Saved data entries
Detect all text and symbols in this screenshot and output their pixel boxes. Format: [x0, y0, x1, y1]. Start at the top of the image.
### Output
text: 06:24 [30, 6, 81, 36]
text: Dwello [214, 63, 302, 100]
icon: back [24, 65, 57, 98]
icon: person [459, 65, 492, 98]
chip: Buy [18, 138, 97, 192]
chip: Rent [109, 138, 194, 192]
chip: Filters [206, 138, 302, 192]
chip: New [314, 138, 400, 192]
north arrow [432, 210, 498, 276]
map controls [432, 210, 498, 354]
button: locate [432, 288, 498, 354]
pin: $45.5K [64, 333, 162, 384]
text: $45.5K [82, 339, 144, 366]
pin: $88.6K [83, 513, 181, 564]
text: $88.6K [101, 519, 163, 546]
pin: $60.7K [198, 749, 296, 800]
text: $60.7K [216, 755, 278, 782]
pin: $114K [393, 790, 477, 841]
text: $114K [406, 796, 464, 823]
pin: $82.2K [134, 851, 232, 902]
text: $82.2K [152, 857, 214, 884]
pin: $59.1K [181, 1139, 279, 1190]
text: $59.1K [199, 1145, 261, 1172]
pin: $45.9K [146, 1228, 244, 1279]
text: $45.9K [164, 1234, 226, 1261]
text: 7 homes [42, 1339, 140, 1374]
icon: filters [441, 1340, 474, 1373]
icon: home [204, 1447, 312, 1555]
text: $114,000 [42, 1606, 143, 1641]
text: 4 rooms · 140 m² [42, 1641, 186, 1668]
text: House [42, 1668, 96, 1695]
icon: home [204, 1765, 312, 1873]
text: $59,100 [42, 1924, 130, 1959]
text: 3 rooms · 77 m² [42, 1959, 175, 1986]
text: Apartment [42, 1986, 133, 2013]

- [TASK DETAILS]: If a line above contains the word "icon", list it.

- [TASK OUTPUT]:
icon: back [24, 65, 57, 98]
icon: person [459, 65, 492, 98]
icon: filters [441, 1340, 474, 1373]
icon: home [204, 1447, 312, 1555]
icon: home [204, 1765, 312, 1873]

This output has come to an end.